━━━ Data for analysis
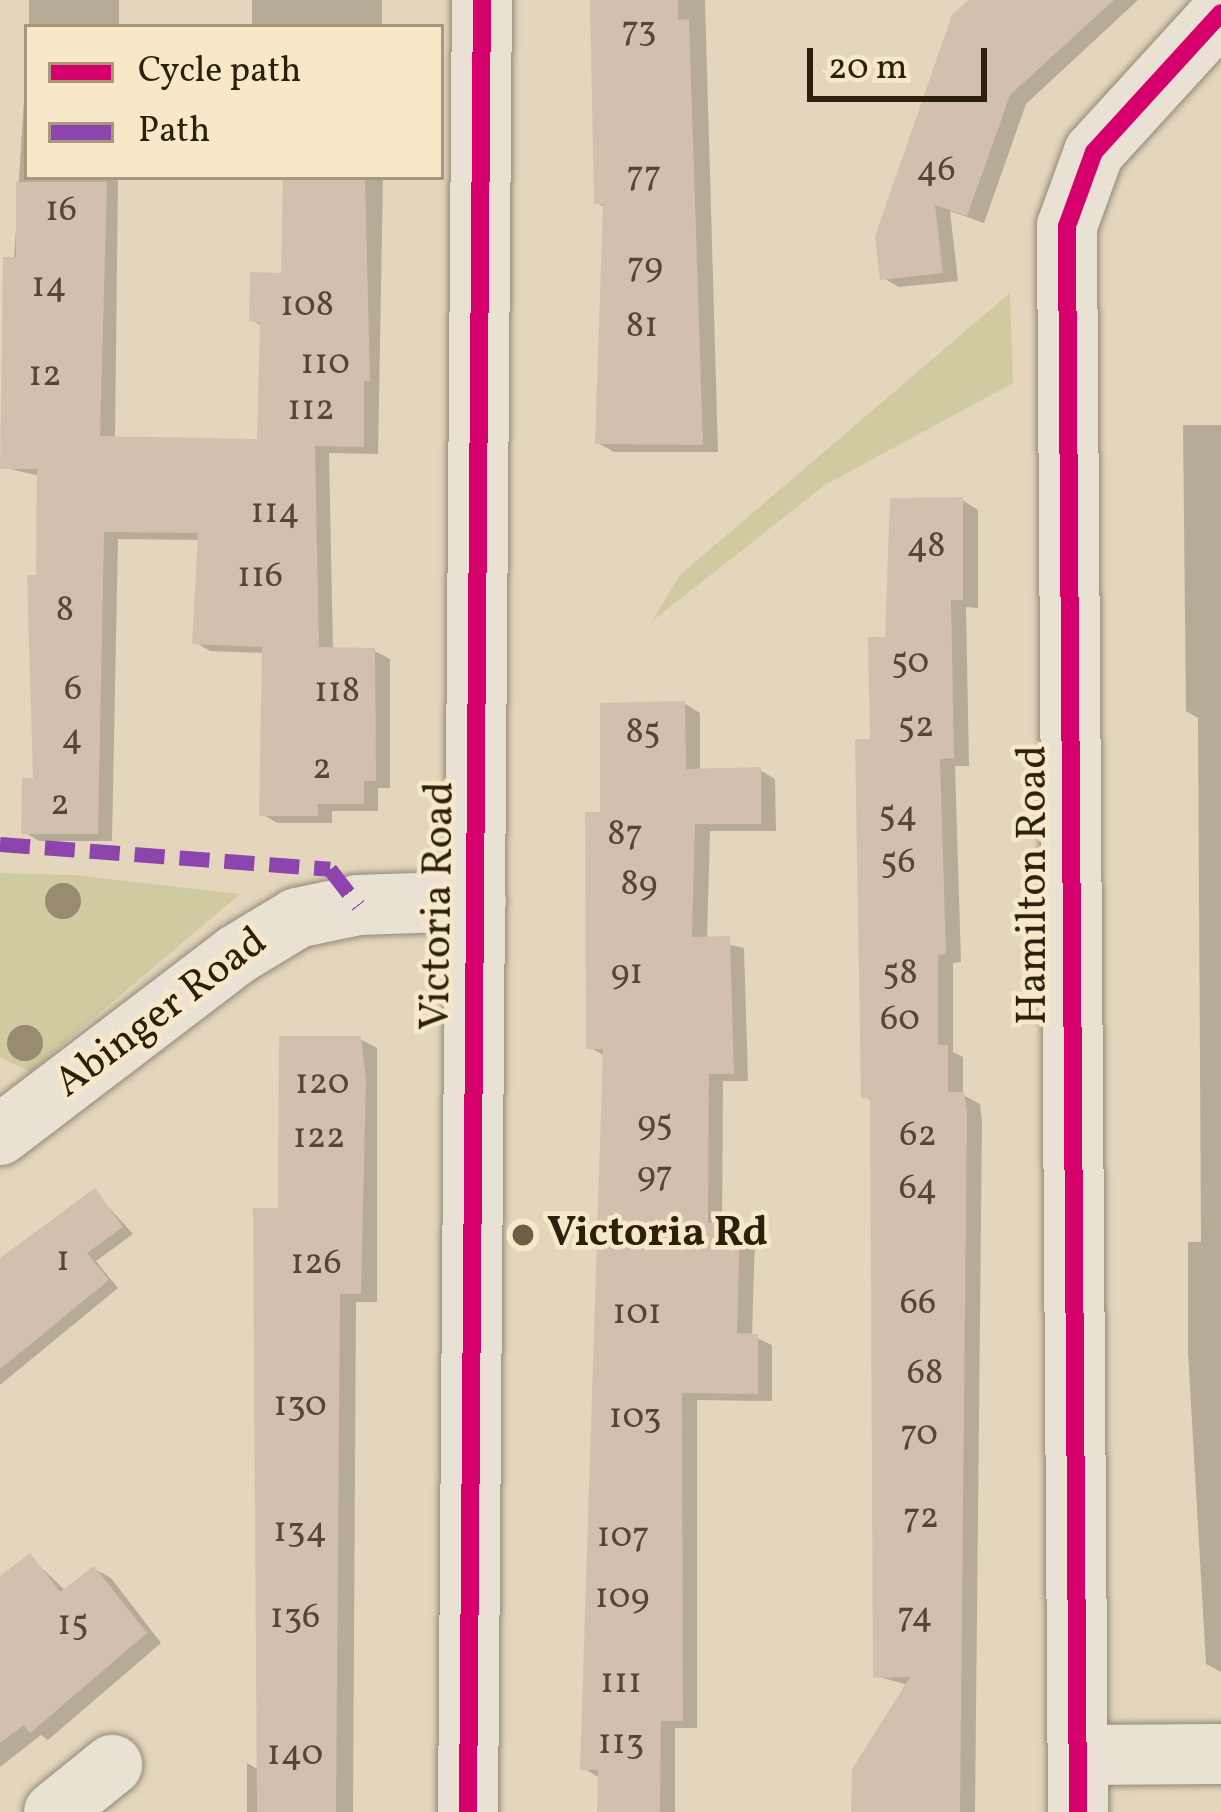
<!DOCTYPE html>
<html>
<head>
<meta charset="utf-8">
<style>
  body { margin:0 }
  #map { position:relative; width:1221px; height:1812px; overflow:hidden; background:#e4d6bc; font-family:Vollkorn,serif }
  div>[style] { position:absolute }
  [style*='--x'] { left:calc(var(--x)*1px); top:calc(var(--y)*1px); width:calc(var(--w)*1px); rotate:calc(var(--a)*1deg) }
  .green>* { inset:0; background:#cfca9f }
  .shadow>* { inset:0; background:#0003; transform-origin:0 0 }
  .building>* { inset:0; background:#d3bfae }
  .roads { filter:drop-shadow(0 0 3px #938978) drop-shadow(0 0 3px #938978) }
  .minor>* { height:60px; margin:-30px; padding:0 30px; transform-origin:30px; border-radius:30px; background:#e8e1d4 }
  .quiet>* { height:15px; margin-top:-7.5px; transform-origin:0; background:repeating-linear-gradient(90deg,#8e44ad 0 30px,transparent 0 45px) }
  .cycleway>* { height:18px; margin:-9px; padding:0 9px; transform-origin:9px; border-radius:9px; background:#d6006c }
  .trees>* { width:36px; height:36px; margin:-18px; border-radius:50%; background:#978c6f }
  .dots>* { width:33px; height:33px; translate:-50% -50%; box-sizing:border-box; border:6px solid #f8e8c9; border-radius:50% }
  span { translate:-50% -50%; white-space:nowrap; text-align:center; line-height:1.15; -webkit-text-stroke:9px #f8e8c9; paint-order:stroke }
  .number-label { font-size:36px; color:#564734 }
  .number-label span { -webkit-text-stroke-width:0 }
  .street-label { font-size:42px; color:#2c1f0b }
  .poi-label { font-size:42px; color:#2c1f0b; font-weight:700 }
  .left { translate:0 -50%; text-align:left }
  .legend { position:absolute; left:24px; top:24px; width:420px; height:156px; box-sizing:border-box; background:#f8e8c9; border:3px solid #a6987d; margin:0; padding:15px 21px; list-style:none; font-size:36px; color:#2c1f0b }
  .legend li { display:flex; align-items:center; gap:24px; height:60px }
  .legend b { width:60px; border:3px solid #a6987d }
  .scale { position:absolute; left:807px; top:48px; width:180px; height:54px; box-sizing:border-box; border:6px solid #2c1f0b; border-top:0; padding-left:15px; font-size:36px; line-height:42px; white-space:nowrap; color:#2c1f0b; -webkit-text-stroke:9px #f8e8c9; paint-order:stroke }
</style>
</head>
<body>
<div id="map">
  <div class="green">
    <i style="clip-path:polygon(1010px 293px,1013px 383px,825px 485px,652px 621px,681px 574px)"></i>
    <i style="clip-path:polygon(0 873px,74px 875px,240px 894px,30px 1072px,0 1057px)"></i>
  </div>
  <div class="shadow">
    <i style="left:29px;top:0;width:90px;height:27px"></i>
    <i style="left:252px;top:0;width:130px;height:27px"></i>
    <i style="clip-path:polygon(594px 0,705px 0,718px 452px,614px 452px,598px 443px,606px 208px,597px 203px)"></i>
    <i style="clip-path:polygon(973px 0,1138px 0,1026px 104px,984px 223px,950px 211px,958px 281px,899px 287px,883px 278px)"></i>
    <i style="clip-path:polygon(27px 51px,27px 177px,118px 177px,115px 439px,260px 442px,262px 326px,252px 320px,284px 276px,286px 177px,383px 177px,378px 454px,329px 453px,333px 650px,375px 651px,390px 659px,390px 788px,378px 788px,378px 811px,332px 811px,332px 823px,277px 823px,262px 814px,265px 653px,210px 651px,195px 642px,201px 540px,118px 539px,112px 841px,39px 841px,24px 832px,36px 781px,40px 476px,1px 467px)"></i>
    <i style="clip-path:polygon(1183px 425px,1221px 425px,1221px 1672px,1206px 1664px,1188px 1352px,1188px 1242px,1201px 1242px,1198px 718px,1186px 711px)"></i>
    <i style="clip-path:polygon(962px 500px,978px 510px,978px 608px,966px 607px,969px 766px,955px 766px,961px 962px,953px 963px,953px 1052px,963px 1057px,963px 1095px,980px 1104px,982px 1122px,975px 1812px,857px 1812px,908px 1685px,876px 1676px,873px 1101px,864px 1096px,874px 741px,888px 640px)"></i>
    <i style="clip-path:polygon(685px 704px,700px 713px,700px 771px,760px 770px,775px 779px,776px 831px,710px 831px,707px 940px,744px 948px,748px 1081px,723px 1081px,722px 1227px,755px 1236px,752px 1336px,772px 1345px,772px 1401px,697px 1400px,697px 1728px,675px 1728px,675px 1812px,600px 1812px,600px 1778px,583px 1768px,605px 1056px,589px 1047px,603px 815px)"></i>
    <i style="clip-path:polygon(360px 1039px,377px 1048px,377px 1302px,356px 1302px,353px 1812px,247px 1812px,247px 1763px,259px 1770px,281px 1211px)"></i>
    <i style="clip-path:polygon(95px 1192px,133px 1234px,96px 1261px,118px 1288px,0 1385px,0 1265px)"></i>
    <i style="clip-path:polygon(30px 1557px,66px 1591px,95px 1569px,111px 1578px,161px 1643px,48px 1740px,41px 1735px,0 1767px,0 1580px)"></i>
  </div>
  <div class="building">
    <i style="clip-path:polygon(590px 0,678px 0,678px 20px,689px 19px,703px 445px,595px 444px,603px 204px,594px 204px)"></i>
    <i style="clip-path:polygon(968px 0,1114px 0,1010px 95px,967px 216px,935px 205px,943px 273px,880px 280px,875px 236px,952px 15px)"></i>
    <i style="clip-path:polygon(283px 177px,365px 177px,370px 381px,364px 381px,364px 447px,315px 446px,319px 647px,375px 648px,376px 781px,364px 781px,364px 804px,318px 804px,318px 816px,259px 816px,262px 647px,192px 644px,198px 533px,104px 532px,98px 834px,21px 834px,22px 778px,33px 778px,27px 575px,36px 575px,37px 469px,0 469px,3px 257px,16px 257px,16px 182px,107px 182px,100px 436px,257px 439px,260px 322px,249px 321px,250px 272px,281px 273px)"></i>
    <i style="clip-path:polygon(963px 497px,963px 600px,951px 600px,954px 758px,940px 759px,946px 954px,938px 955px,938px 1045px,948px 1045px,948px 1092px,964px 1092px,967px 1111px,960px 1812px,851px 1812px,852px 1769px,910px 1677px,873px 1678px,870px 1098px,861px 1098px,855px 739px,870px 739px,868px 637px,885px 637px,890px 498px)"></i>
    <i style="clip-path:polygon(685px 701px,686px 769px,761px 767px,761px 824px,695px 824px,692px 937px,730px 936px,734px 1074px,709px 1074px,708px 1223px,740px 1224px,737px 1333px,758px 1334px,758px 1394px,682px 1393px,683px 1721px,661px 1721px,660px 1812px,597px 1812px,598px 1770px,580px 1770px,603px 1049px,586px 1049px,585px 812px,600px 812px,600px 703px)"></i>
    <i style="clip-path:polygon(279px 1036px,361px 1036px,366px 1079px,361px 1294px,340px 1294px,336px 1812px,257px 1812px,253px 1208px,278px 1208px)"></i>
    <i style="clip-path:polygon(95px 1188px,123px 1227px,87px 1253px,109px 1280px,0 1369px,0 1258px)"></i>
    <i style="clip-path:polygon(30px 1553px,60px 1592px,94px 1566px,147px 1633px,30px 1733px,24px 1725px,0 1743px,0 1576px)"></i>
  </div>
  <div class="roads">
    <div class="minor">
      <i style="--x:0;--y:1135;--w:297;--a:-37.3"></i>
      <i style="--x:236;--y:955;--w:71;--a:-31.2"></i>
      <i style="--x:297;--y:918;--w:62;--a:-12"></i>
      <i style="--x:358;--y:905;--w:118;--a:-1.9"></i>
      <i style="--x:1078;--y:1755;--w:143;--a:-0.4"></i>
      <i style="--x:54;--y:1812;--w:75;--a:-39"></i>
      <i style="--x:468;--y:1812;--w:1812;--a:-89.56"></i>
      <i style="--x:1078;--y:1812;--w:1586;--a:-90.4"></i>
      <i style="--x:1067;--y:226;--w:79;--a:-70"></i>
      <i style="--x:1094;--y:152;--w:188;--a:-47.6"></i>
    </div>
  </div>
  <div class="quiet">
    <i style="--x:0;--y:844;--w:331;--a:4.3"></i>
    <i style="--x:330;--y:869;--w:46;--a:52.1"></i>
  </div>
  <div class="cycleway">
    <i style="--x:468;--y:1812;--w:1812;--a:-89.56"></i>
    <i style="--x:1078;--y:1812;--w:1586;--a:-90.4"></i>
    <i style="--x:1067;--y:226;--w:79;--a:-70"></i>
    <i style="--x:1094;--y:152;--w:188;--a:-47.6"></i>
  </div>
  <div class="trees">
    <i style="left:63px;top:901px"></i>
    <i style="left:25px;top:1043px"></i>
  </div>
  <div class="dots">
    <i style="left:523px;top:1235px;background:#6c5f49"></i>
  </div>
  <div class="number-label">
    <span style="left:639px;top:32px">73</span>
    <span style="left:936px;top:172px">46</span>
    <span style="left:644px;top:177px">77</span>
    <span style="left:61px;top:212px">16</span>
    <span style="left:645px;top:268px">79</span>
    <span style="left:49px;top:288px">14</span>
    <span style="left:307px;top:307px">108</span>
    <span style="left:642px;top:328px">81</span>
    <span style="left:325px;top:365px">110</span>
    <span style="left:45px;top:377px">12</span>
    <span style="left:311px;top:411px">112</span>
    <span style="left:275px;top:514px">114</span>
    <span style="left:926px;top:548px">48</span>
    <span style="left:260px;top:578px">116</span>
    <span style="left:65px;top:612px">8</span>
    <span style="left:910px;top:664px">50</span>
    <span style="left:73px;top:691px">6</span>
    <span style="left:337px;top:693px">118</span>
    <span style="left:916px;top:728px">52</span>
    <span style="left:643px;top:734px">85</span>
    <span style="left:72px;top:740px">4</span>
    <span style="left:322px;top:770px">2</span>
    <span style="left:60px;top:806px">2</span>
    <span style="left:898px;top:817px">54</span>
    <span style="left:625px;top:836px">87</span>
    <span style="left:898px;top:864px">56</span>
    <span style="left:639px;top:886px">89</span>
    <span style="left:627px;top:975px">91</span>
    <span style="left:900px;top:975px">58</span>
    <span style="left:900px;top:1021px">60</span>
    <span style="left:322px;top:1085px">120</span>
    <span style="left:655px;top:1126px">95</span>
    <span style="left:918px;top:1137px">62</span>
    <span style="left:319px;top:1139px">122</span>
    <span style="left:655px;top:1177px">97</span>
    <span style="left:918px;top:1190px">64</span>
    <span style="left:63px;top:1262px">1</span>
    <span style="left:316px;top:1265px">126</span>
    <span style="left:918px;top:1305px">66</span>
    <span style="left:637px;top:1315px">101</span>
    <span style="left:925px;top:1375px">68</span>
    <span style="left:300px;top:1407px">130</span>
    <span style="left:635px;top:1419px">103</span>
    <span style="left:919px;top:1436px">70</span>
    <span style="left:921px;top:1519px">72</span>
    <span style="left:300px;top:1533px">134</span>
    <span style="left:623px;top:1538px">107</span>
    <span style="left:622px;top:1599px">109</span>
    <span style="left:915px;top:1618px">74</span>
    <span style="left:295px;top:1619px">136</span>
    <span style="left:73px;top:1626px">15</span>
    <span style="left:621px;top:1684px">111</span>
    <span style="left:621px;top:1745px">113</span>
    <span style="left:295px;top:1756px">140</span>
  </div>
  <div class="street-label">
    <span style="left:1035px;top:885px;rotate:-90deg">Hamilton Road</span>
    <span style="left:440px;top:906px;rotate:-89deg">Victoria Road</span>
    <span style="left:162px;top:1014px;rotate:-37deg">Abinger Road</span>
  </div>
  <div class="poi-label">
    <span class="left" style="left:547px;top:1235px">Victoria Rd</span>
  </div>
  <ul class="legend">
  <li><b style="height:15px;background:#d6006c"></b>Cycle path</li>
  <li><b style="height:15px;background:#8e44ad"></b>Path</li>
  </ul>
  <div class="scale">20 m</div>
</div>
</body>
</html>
━━━━━━
» **Problem requirements**: All lines from the start of the entries through the one with "inset:0; background:#0003; transform-origin:0" are to be output exactly; omit the pictures.

» **Task solution**:
<!DOCTYPE html>
<html>
<head>
<meta charset="utf-8">
<style>
  body { margin:0 }
  #map { position:relative; width:1221px; height:1812px; overflow:hidden; background:#e4d6bc; font-family:Vollkorn,serif }
  div>[style] { position:absolute }
  [style*='--x'] { left:calc(var(--x)*1px); top:calc(var(--y)*1px); width:calc(var(--w)*1px); rotate:calc(var(--a)*1deg) }
  .green>* { inset:0; background:#cfca9f }
  .shadow>* { inset:0; background:#0003; transform-origin:0 0 }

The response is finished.